A large number of participants (e.g. 1000) ensures statistical significance. A parallel control experiment is performed using QRNGs for comparison.

3.3. Timing Constraints and Quantum Memory

The central challenge is ensuring that the signal photon hits the detection screen before the human choice is made, preserving the delayed-choice condition. To achieve this, we propose using quantum memories to store the idler photon for several seconds.

State-of-the-art quantum memories [5,6] can achieve storage times approaching the second scale. Extending memory duration to 4–5 seconds would be ideal to match human reaction times. Research into atomic ensemble memories and rare-earth-ion doped crystals provides a promising path.

Figure 1. Schematic of the proposed delayed-choice setup with human decision.

Figure 1. Schematic of the proposed delayed-choice setup with human decision.

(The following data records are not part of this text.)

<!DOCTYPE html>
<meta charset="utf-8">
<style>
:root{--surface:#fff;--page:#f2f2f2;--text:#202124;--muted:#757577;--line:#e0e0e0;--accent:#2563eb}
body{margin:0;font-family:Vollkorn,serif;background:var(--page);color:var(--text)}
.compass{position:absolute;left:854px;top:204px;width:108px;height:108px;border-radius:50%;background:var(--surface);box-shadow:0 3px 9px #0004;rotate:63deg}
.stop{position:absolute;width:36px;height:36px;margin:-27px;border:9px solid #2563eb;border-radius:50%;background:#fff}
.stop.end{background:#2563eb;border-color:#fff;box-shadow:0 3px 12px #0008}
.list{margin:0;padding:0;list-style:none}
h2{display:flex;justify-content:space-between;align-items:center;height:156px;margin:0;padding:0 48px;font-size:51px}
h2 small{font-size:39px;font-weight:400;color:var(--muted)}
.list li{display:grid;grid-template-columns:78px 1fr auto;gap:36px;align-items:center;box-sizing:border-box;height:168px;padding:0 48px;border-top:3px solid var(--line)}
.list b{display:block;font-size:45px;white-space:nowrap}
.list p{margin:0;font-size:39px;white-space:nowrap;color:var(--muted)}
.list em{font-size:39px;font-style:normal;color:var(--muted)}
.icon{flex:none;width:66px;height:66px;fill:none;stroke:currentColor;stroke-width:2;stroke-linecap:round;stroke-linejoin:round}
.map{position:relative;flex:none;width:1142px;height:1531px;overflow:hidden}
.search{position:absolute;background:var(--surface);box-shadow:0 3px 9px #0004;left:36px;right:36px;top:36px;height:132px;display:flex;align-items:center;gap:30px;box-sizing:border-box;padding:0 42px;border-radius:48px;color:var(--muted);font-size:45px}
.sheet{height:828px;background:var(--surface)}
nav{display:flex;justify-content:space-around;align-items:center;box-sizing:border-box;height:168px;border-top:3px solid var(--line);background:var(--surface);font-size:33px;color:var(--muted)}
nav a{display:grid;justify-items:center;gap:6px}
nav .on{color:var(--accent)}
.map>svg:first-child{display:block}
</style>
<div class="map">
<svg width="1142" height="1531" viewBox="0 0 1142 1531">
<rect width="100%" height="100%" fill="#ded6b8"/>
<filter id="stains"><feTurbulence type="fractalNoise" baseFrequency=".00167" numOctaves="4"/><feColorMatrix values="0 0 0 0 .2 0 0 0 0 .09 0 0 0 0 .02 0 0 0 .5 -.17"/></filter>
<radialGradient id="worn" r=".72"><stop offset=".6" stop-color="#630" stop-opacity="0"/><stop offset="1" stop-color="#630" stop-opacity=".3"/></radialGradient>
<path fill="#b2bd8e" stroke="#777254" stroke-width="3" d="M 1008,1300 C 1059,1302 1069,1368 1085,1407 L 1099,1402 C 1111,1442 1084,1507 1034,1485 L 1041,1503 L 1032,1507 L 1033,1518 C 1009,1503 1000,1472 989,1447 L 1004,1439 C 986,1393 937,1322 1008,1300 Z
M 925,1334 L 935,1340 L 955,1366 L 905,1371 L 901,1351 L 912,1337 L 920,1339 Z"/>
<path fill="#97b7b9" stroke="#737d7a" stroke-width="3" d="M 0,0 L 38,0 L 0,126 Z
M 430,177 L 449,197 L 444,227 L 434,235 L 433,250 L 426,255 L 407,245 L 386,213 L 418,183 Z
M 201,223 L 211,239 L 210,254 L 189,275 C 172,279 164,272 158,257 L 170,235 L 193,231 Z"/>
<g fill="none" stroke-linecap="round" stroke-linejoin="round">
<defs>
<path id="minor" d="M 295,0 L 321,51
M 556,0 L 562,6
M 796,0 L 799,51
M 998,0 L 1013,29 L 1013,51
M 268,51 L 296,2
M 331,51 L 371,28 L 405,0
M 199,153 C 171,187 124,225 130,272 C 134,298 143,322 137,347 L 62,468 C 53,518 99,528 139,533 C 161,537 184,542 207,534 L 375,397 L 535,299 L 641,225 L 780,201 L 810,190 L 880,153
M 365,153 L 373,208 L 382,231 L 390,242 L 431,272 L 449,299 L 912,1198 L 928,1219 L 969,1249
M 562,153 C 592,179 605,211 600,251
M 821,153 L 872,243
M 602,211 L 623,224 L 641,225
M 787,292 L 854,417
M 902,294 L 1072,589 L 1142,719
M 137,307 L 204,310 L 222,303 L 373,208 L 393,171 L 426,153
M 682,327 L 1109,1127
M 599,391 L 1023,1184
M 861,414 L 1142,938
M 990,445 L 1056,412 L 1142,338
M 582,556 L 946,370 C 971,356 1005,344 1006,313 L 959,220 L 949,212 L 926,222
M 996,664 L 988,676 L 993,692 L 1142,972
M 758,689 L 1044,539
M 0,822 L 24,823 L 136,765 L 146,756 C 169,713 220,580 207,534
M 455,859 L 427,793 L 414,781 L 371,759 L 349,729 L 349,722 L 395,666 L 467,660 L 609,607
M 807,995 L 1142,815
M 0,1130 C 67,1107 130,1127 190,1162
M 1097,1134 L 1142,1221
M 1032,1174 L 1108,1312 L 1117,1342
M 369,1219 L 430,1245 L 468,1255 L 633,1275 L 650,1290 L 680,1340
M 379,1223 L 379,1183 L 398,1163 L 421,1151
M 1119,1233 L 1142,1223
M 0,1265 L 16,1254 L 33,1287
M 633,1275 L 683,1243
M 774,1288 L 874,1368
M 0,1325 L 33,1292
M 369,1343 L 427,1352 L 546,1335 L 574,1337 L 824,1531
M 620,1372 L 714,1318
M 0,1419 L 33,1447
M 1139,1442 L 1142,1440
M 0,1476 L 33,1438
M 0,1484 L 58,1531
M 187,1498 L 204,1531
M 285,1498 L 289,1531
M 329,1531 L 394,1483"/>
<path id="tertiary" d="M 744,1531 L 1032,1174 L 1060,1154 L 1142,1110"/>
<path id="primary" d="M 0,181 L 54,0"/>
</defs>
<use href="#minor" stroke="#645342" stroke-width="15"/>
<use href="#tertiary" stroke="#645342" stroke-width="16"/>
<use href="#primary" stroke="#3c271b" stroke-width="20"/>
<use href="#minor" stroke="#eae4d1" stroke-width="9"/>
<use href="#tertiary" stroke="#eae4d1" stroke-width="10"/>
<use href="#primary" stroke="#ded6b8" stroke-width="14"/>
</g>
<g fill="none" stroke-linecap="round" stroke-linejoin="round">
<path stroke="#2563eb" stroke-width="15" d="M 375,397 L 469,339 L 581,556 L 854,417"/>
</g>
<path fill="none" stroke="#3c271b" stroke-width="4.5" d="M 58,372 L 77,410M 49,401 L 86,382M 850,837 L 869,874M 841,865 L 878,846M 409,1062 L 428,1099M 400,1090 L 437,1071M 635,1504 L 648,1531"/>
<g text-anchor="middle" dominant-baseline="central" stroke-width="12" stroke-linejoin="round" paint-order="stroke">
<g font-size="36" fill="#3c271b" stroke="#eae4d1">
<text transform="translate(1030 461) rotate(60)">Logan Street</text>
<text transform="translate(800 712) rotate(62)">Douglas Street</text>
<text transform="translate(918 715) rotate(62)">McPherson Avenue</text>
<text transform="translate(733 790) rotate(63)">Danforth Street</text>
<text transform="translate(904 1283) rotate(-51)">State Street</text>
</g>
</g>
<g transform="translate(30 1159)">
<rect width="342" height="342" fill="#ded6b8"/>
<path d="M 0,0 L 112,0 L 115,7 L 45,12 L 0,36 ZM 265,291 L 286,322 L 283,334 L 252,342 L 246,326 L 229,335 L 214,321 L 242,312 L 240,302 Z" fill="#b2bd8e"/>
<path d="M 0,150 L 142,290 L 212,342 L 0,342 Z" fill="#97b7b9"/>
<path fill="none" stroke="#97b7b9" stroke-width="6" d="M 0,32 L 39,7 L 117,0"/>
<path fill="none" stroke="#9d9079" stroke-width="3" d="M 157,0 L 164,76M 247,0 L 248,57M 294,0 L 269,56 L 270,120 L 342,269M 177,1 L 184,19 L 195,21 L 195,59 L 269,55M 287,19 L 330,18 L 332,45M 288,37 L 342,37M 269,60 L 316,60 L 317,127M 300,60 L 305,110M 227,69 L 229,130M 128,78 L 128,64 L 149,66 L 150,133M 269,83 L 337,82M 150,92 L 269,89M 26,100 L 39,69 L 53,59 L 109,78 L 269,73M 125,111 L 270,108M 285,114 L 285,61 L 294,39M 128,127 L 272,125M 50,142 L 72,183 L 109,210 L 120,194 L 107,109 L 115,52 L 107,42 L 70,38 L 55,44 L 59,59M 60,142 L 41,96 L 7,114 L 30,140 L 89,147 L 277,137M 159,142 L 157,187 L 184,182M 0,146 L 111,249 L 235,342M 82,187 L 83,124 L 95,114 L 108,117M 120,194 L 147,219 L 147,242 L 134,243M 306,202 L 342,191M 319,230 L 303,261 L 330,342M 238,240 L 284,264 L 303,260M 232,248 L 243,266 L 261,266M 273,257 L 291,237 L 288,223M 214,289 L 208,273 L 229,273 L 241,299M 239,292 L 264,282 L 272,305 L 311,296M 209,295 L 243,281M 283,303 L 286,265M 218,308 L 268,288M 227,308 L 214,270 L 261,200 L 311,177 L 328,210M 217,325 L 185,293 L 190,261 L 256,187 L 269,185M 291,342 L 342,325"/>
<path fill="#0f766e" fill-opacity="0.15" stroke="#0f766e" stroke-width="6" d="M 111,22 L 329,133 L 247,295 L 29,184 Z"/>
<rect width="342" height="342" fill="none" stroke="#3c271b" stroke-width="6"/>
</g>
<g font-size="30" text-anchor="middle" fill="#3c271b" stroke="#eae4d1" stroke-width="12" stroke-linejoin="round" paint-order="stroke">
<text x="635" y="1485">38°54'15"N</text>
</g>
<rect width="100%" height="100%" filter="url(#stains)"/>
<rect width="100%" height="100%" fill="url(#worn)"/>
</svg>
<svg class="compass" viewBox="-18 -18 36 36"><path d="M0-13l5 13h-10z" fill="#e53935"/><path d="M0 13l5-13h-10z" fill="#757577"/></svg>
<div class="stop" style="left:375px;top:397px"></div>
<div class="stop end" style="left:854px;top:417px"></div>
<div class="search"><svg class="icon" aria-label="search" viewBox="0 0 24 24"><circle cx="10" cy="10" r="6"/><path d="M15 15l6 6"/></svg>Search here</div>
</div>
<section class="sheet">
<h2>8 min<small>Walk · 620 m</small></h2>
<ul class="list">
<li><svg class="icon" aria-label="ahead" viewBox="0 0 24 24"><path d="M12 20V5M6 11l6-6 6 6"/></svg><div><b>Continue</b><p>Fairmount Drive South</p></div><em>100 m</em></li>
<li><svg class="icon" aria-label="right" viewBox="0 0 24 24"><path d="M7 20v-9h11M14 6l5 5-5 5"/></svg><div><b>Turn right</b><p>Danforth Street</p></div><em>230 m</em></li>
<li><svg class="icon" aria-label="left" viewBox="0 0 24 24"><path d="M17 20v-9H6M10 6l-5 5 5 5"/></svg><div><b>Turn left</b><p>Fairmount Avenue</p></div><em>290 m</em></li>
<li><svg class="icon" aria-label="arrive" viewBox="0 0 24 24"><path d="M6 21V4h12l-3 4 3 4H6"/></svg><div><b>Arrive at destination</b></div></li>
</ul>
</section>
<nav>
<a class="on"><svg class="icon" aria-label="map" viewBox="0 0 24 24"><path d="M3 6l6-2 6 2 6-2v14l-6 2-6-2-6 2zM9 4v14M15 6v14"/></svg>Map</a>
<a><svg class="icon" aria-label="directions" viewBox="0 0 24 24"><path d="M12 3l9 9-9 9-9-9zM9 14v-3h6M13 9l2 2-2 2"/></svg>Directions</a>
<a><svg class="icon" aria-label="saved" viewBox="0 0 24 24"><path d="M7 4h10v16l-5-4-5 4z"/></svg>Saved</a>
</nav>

To rigorously test whether human choices can play a causal role beyond deterministic or quantum-random dynamics, the timing of the events must satisfy the following inequality:

$$t_S<t_{\mathrm{begin}\_\mathrm{choice}}<t_H<t_I$$

where:

• $t_S$: timestamp of the detection of the signal photon on $D_0$.
• $t_{\mathrm{begin}\_\mathrm{choice}}$: moment when the options (A, B, C, D) are displayed on the participant’s touchscreen.
• $t_H$: objective timestamp of the onset of the human decision (defined, for example, via EEG/EMG onset markers, or the timestamp of the touchscreen press).
• $t_I$: timestamp of the arrival of the idler photon at the measurement stage (after quantum memory storage and fast switching by Pockels cells).

The enforcement of this inequality chain is crucial: it ensures that no hidden correlation or “pre-programming” of the experimental apparatus could mimic a human-specific effect. Any deviation of the statistics under these conditions would point to a genuine role of human freedom in the outcome of a quantum experiment.

3.4. Bias Control

Potential biases include:

• Participants deciding in advance: minimized by surprise timing, i.e., participants do not know in advance the structure and meaning of the choices displayed on the touchscreen.
• Communication between participants: avoided by isolation and secrecy of task structure.
• Data analysis bias: avoided by blind post-processing, where analysts do not know which runs correspond to human vs QRNG choices until after interference visibility is computed.

4. Expected Results

Two possibilities exist:

• Quantum mechanics holds: Human choices yield results indistinguishable from QRNG-based choices. Interference appears only when which-path information is erased.
• Violation in favor of free will: Human choices systematically produce interference patterns even in cases where, according to standard QM, no interference should appear. This would suggest that human decisions were not encoded in the prior universal wave function.

5. Discussion

If successful, the experiment would probe whether human free will manifests in physics in a manner irreducible to quantum randomness. A violation of quantum mechanics would have huge consequences beyond physics, impacting neuroscience and philosophy. Even if no violation is observed, the experiment would represent the first rigorous attempt to operationalize free will in quantum foundations.